Start of SUPPLIED DATA
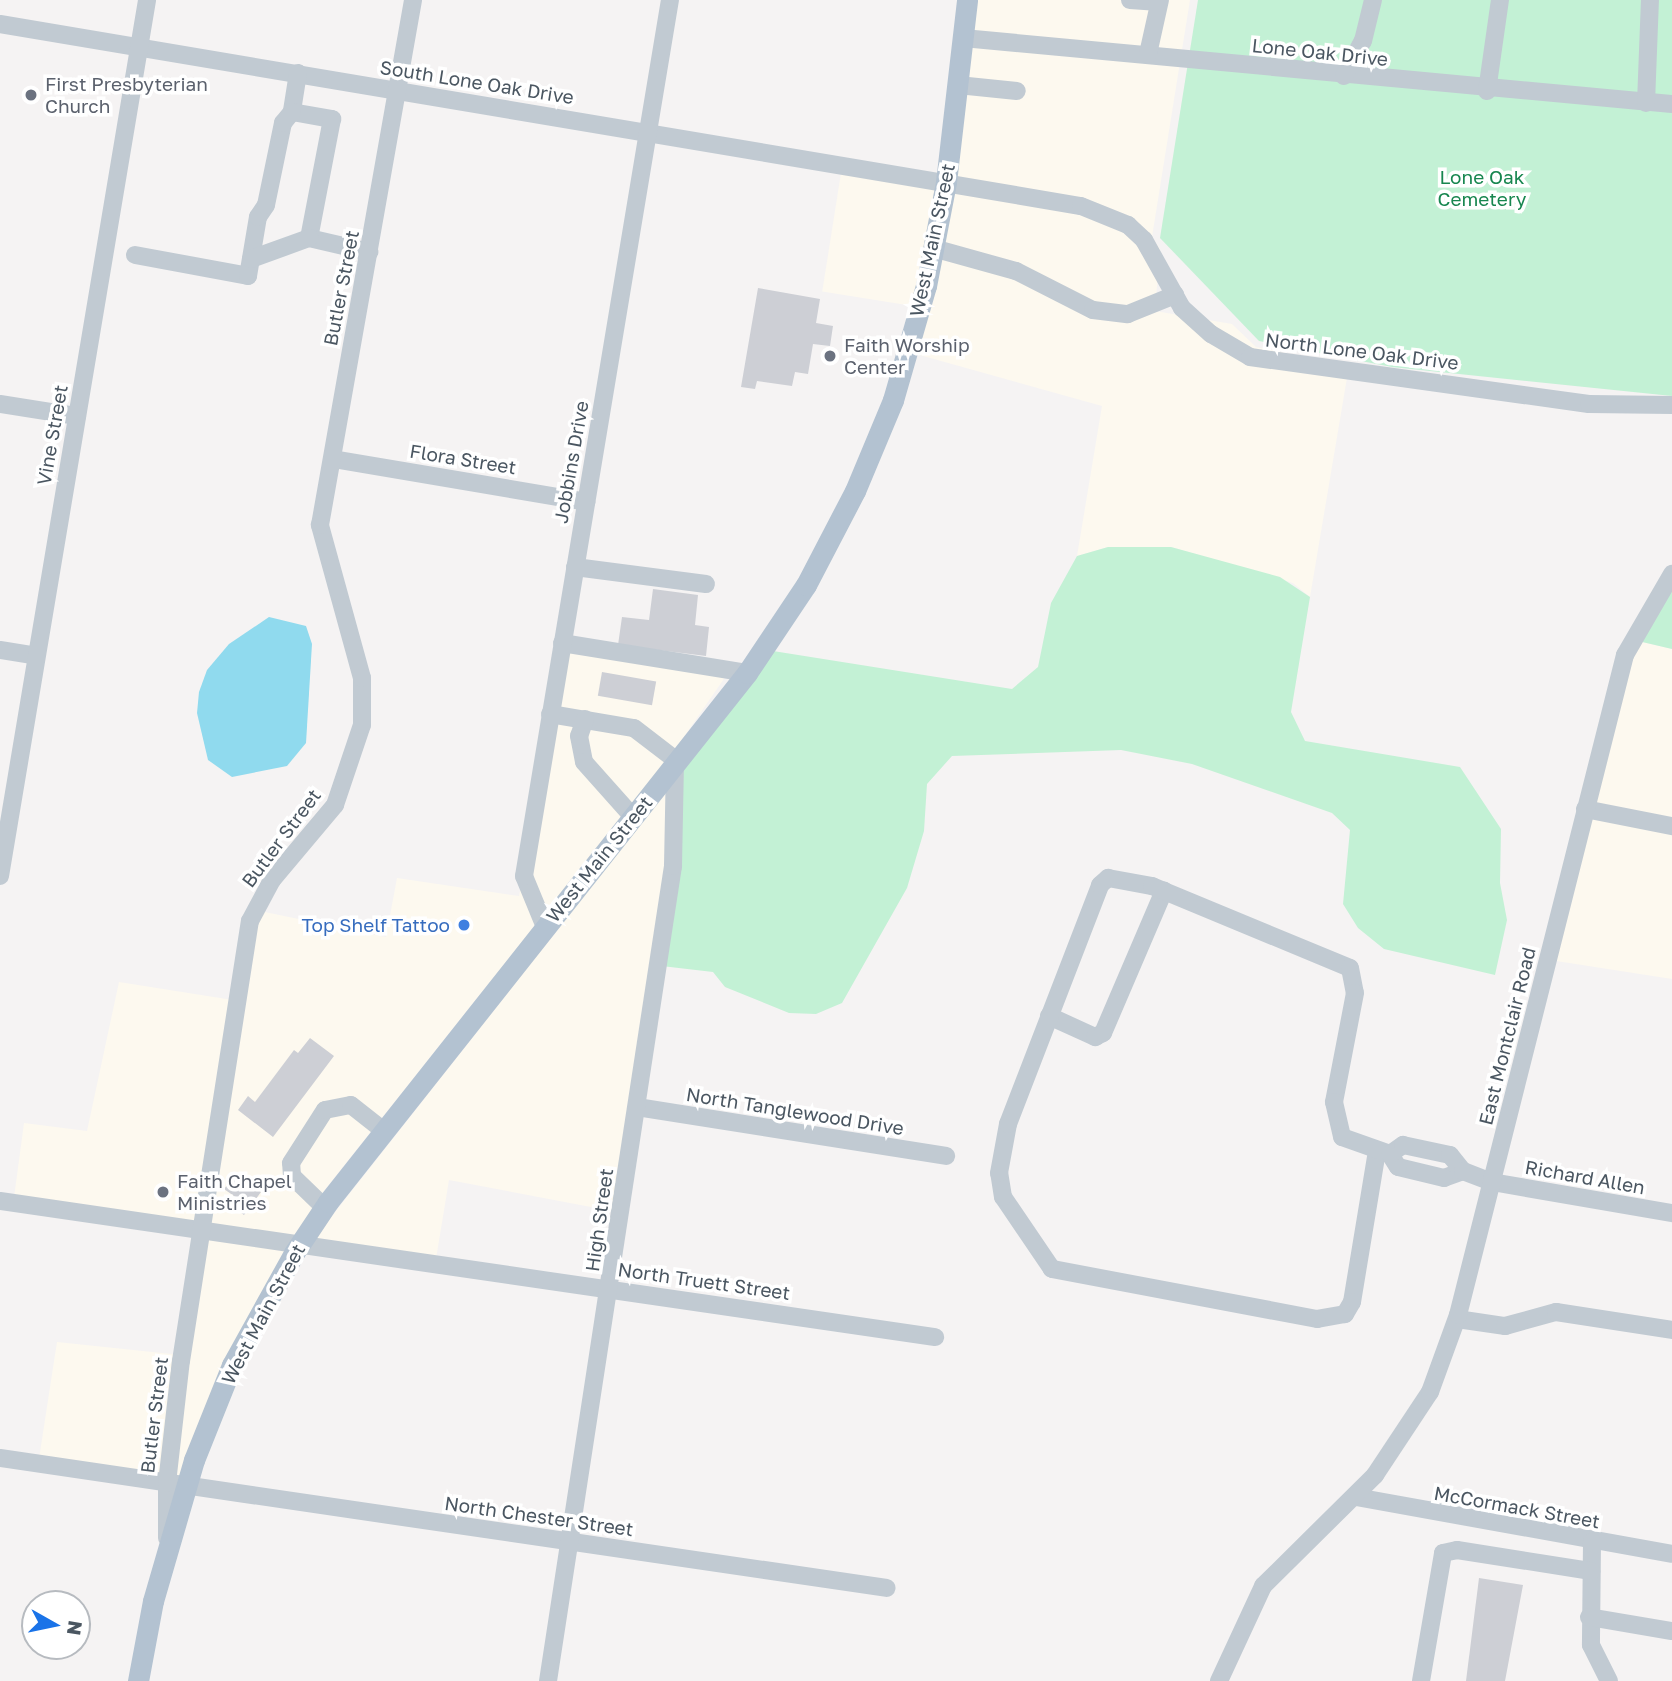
<!DOCTYPE html>
<style>
body{margin:0}
#map{position:relative;width:1672px;height:1681px;overflow:hidden;background:#f5f3f3;font-family:"Golos Text",sans-serif}
div>[style]{position:absolute}
[style*='--x']{left:calc(var(--x)*1px);top:calc(var(--y)*1px);width:calc(var(--w)*1px);rotate:calc(var(--a)*1deg)}
.commercial>*{inset:0;background:#fdf9ef;transform-origin:0 0}
.green>*{inset:0;background:#c3f1d5}
.water>*{inset:0;background:#90daee}
.building>*{inset:0;background:#cdcfd5;transform-origin:0 0}
.minor>*{height:18px;margin:-9px;padding:0 9px;transform-origin:9px;border-radius:9px;background:#c1cad2}
.major>*{height:21px;margin:-10.5px;padding:0 10.5px;transform-origin:10.5px;border-radius:10.5px;background:#b3c2d1}
.dots>*{width:19px;height:19px;translate:-50% -50%;box-sizing:border-box;border:4px solid #fff;border-radius:50%}
span{translate:-50% -50%;white-space:nowrap;text-align:center;line-height:1.15;-webkit-text-stroke:7px #fff;paint-order:stroke}
.street-label{font-size:19px;color:#4a5661}
.worship-label{font-size:19px;color:#5b616d}
.left{translate:0 -50%;text-align:left}
.park-label{font-size:19px;color:#17864f}
.shop-label{font-size:19px;color:#366cbe}
.right{translate:-100% -50%;text-align:right}
.north{position:absolute;left:21px;top:1590px;width:70px;height:70px;box-sizing:border-box;background:#fff;border:2px solid #b7bbc0;border-radius:50%;rotate:99deg;font-size:19px;font-weight:700;line-height:28px;text-align:center;color:#4a5661}
.north::after{content:'';display:block;margin:auto;width:24px;height:32px;background:#1a73e8;clip-path:polygon(50% 0,100% 100%,50% 72%,0 100%)}
</style>
<div id="map">
<div class="commercial">
<i style="clip-path:polygon(977px 0,1190px 0,1152px 237px,1160px 249px,1155px 311px,1232px 324px,1256px 347px,1349px 366px,1310px 597px,1293px 583px,1171px 547px,1108px 547px,1077px 556px,1102px 406px,916px 354px)"></i>
<i style="left:841px;top:173px;width:95px;height:120px;rotate:9deg"></i>
<i style="clip-path:polygon(1638px 641px,1672px 649px,1672px 979px,1550px 960px)"></i>
<i style="clip-path:polygon(570px 646px,730px 670px,679px 744px,319px 1197px,177px 1482px,38px 1465px,57px 1342px,181px 1355px,201px 1232px,13px 1205px,24px 1123px,87px 1131px,119px 982px,239px 1001px,255px 910px,386px 937px,397px 878px,519px 896px)"></i>
<i style="clip-path:polygon(676px 779px,653px 965px,612px 1211px,449px 1180px,435px 1265px,314px 1239px)"></i>
</div>
<div class="green">
<i style="clip-path:polygon(1198px 0,1672px 0,1672px 396px,1392px 367px,1259px 341px,1160px 238px)"></i>
<i style="clip-path:polygon(1108px 547px,1171px 547px,1280px 577px,1310px 597px,1291px 712px,1305px 741px,1460px 767px,1501px 829px,1500px 883px,1507px 920px,1495px 975px,1384px 949px,1358px 928px,1343px 904px,1350px 830px,1332px 813px,1192px 764px,1121px 750px,952px 756px,927px 784px,924px 831px,907px 888px,842px 1003px,816px 1014px,789px 1013px,725px 987px,713px 972px,653px 965px,676px 779px,773px 651px,1012px 689px,1038px 667px,1051px 603px,1077px 556px)"></i>
<i style="clip-path:polygon(1672px 590px,1672px 649px,1638px 641px)"></i>
</div>
<div class="water">
<i style="clip-path:polygon(269px 617px,306px 626px,312px 644px,306px 743px,287px 766px,232px 777px,208px 760px,197px 713px,199px 692px,207px 670px,229px 644px)"></i>
</div>
<div class="building">
<i style="clip-path:polygon(758px 288px,820px 299px,816px 323px,833px 326px,830px 346px,813px 344px,808px 374px,795px 372px,792px 386px,757px 381px,755px 389px,741px 387px)"></i>
<i style="clip-path:polygon(653px 589px,698px 595px,695px 625px,709px 627px,706px 656px,618px 645px,622px 617px,649px 620px)"></i>
<i style="left:602px;top:672px;width:55px;height:24px;rotate:10deg"></i>
<i style="clip-path:polygon(310px 1038px,334px 1056px,273px 1137px,238px 1110px,248px 1096px,255px 1102px,294px 1050px,298px 1053px)"></i>
<i style="clip-path:polygon(237px 1173px,261px 1192px,244px 1215px,230px 1205px,234px 1196px,224px 1189px)"></i>
<i style="clip-path:polygon(1479px 1578px,1523px 1585px,1505px 1681px,1466px 1681px)"></i>
</div>
<div class="minor">
<i style="--x:1130;--y:0;--w:29;--a:4"></i>
<i style="--x:0;--y:24;--w:1096;--a:9.56"></i>
<i style="--x:1081;--y:206;--w:51;--a:22"></i>
<i style="--x:1128;--y:225;--w:22;--a:43"></i>
<i style="--x:1144;--y:240;--w:78;--a:60.8"></i>
<i style="--x:1182;--y:308;--w:39;--a:42"></i>
<i style="--x:1211;--y:334;--w:45;--a:30.5"></i>
<i style="--x:1250;--y:357;--w:342;--a:7.9"></i>
<i style="--x:1589;--y:404;--w:83;--a:0.7"></i>
<i style="--x:963;--y:38;--w:712;--a:5.32"></i>
<i style="--x:1148;--y:54;--w:55;--a:-77.5"></i>
<i style="--x:298;--y:73;--w:39;--a:99"></i>
<i style="--x:292;--y:112;--w:41;--a:9.9"></i>
<i style="--x:332;--y:119;--w:121;--a:100.9"></i>
<i style="--x:309;--y:238;--w:62;--a:13.1"></i>
<i style="--x:1344;--y:76;--w:40;--a:-62"></i>
<i style="--x:1363;--y:41;--w:42;--a:-76.3"></i>
<i style="--x:958;--y:85;--w:59;--a:5.8"></i>
<i style="--x:1487;--y:91;--w:92;--a:-81.9"></i>
<i style="--x:1646;--y:103;--w:103;--a:-87.8"></i>
<i style="--x:933;--y:248;--w:86;--a:15.5"></i>
<i style="--x:1016;--y:271;--w:86;--a:26.9"></i>
<i style="--x:1093;--y:310;--w:35;--a:7"></i>
<i style="--x:1128;--y:314;--w:51;--a:-22"></i>
<i style="--x:135;--y:255;--w:115;--a:10.5"></i>
<i style="--x:248;--y:276;--w:60;--a:-80.4"></i>
<i style="--x:258;--y:217;--w:14;--a:-56"></i>
<i style="--x:266;--y:205;--w:84;--a:-78.3"></i>
<i style="--x:283;--y:123;--w:14;--a:-51"></i>
<i style="--x:251;--y:259;--w:62;--a:-19.9"></i>
<i style="--x:0;--y:404;--w:78;--a:8.9"></i>
<i style="--x:333;--y:459;--w:257;--a:9.6"></i>
<i style="--x:575;--y:567;--w:132;--a:7.4"></i>
<i style="--x:562;--y:643;--w:187;--a:9.2"></i>
<i style="--x:0;--y:650;--w:36;--a:9"></i>
<i style="--x:550;--y:714;--w:85;--a:9.5"></i>
<i style="--x:634;--y:728;--w:54;--a:37.5"></i>
<i style="--x:585;--y:719;--w:18;--a:109"></i>
<i style="--x:579;--y:736;--w:26;--a:79"></i>
<i style="--x:584;--y:762;--w:74;--a:48.3"></i>
<i style="--x:1585;--y:809;--w:89;--a:11.1"></i>
<i style="--x:0;--y:876;--w:888;--a:-80.47"></i>
<i style="--x:545;--y:927;--w:55;--a:-112.4"></i>
<i style="--x:524;--y:876;--w:888;--a:-80.54"></i>
<i style="--x:1049;--y:1016;--w:51;--a:24.5"></i>
<i style="--x:1095;--y:1037;--w:9;--a:-27"></i>
<i style="--x:1103;--y:1033;--w:155;--a:-66.8"></i>
<i style="--x:637;--y:1107;--w:313;--a:9"></i>
<i style="--x:1377;--y:1151;--w:153;--a:99.4"></i>
<i style="--x:1352;--y:1302;--w:14;--a:120"></i>
<i style="--x:1345;--y:1314;--w:28;--a:170"></i>
<i style="--x:1317;--y:1319;--w:270;--a:-169.3"></i>
<i style="--x:1052;--y:1269;--w:87;--a:-124.2"></i>
<i style="--x:1003;--y:1197;--w:24;--a:-99"></i>
<i style="--x:999;--y:1173;--w:50;--a:-79.6"></i>
<i style="--x:1008;--y:1124;--w:256;--a:-68.9"></i>
<i style="--x:1100;--y:885;--w:11;--a:-41"></i>
<i style="--x:1108;--y:878;--w:45;--a:10.3"></i>
<i style="--x:1152;--y:886;--w:214;--a:22.5"></i>
<i style="--x:1350;--y:968;--w:25;--a:79"></i>
<i style="--x:1355;--y:993;--w:111;--a:100.9"></i>
<i style="--x:1334;--y:1102;--w:36;--a:77"></i>
<i style="--x:1342;--y:1137;--w:51;--a:19.5"></i>
<i style="--x:1463;--y:1171;--w:20;--a:160"></i>
<i style="--x:1444;--y:1178;--w:47;--a:-166.6"></i>
<i style="--x:1398;--y:1167;--w:15;--a:-122"></i>
<i style="--x:1390;--y:1154;--w:16;--a:-35"></i>
<i style="--x:1403;--y:1145;--w:48;--a:12"></i>
<i style="--x:1450;--y:1155;--w:21;--a:51"></i>
<i style="--x:1463;--y:1171;--w:31;--a:21"></i>
<i style="--x:1492;--y:1182;--w:183;--a:9.8"></i>
<i style="--x:0;--y:1201;--w:945;--a:8.28"></i>
<i style="--x:324;--y:1207;--w:45;--a:-135.9"></i>
<i style="--x:292;--y:1176;--w:13;--a:-94"></i>
<i style="--x:291;--y:1163;--w:63;--a:-57.3"></i>
<i style="--x:325;--y:1110;--w:26;--a:-11"></i>
<i style="--x:351;--y:1105;--w:42;--a:38.2"></i>
<i style="--x:1457;--y:1319;--w:49;--a:8.3"></i>
<i style="--x:1505;--y:1326;--w:53;--a:-15.4"></i>
<i style="--x:1556;--y:1312;--w:117;--a:8.8"></i>
<i style="--x:0;--y:1458;--w:896;--a:8.34"></i>
<i style="--x:1356;--y:1497;--w:321;--a:10.2"></i>
<i style="--x:167;--y:1538;--w:55;--a:-90"></i>
<i style="--x:167;--y:1483;--w:123;--a:-83.5"></i>
<i style="--x:181;--y:1361;--w:445;--a:-81.1"></i>
<i style="--x:250;--y:921;--w:47;--a:-61.8"></i>
<i style="--x:272;--y:880;--w:98;--a:-50"></i>
<i style="--x:335;--y:805;--w:84;--a:-71.4"></i>
<i style="--x:362;--y:725;--w:47;--a:-90"></i>
<i style="--x:362;--y:678;--w:159;--a:-105.4"></i>
<i style="--x:320;--y:525;--w:533;--a:-79.95"></i>
<i style="--x:1592;--y:1542;--w:103;--a:90.6"></i>
<i style="--x:1591;--y:1645;--w:40;--a:63.4"></i>
<i style="--x:1589;--y:1617;--w:84;--a:9.6"></i>
<i style="--x:548;--y:1681;--w:825;--a:-81.28"></i>
<i style="--x:673;--y:866;--w:102;--a:-88.9"></i>
<i style="--x:1219;--y:1681;--w:105;--a:-65.1"></i>
<i style="--x:1263;--y:1586;--w:158;--a:-44.7"></i>
<i style="--x:1375;--y:1475;--w:100;--a:-56.5"></i>
<i style="--x:1430;--y:1392;--w:82;--a:-70"></i>
<i style="--x:1458;--y:1315;--w:681;--a:-75.8"></i>
<i style="--x:1625;--y:655;--w:94;--a:-59.9"></i>
<i style="--x:1421;--y:1681;--w:130;--a:-80.2"></i>
<i style="--x:1443;--y:1553;--w:14;--a:-12"></i>
<i style="--x:1457;--y:1550;--w:136;--a:8.9"></i>
</div>
<div class="major">
<i style="--x:138;--y:1681;--w:81;--a:-79.4"></i>
<i style="--x:153;--y:1601;--w:147;--a:-73.8"></i>
<i style="--x:194;--y:1460;--w:102;--a:-68.2"></i>
<i style="--x:232;--y:1365;--w:128;--a:-61"></i>
<i style="--x:294;--y:1253;--w:61;--a:-56.3"></i>
<i style="--x:328;--y:1202;--w:675;--a:-51.62"></i>
<i style="--x:747;--y:673;--w:106;--a:-56.2"></i>
<i style="--x:806;--y:585;--w:106;--a:-62.5"></i>
<i style="--x:855;--y:491;--w:99;--a:-67.3"></i>
<i style="--x:893;--y:400;--w:119;--a:-73.9"></i>
<i style="--x:926;--y:286;--w:106;--a:-79.1"></i>
<i style="--x:946;--y:182;--w:183;--a:-83.4"></i>
</div>
<div class="dots">
<i style="left:31px;top:95px;background:#6b7280"></i>
<i style="left:830px;top:356px;background:#6b7280"></i>
<i style="left:464px;top:925px;background:#3f7fe0"></i>
<i style="left:163px;top:1192px;background:#6b7280"></i>
</div>
<div class="street-label">
<span style="left:1320px;top:52px;rotate:6deg">Lone Oak Drive</span>
<span style="left:477px;top:82px;rotate:9deg">South Lone Oak Drive</span>
<span style="left:932px;top:240px;rotate:-78deg">West Main Street</span>
<span style="left:341px;top:288px;rotate:-79deg">Butler Street</span>
<span style="left:1362px;top:351px;rotate:7deg">North Lone Oak Drive</span>
<span style="left:52px;top:435px;rotate:-80deg">Vine Street</span>
<span style="left:463px;top:459px;rotate:9deg">Flora Street</span>
<span style="left:571px;top:462px;rotate:-80deg">Jobbins Drive</span>
<span style="left:281px;top:838px;rotate:-53deg">Butler Street</span>
<span style="left:599px;top:859px;rotate:-51deg">West Main Street</span>
<span style="left:1507px;top:1036px;rotate:-76deg">East Montclair Road</span>
<span style="left:795px;top:1111px;rotate:9deg">North Tanglewood Drive</span>
<span style="left:1585px;top:1177px;rotate:10deg">Richard Allen</span>
<span style="left:599px;top:1220px;rotate:-82deg">High Street</span>
<span style="left:704px;top:1281px;rotate:8deg">North Truett Street</span>
<span style="left:263px;top:1314px;rotate:-62deg">West Main Street</span>
<span style="left:154px;top:1415px;rotate:-83deg">Butler Street</span>
<span style="left:1517px;top:1507px;rotate:10deg">McCormack Street</span>
<span style="left:539px;top:1516px;rotate:8deg">North Chester Street</span>
</div>
<div class="worship-label">
<span class="left" style="left:45px;top:95px">First Presbyterian<br>Church</span>
<span class="left" style="left:844px;top:356px">Faith Worship<br>Center</span>
<span class="left" style="left:177px;top:1192px">Faith Chapel<br>Ministries</span>
</div>
<div class="park-label">
<span style="left:1482px;top:188px">Lone Oak<br>Cemetery</span>
</div>
<div class="shop-label">
<span class="right" style="left:450px;top:925px">Top Shelf Tattoo</span>
</div>
<div class="north">N</div>
</div>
End of SUPPLIED DATA
WHAT THE TASK ASKS: Please report all lines in the entries where "translate" appears.

SOLUTION TO THE PROBLEM:
.dots>*{width:19px;height:19px;translate:-50% -50%;box-sizing:border-box;border:4px solid #fff;border-radius:50%}
span{translate:-50% -50%;white-space:nowrap;text-align:center;line-height:1.15;-webkit-text-stroke:7px #fff;paint-order:stroke}
.left{translate:0 -50%;text-align:left}
.right{translate:-100% -50%;text-align:right}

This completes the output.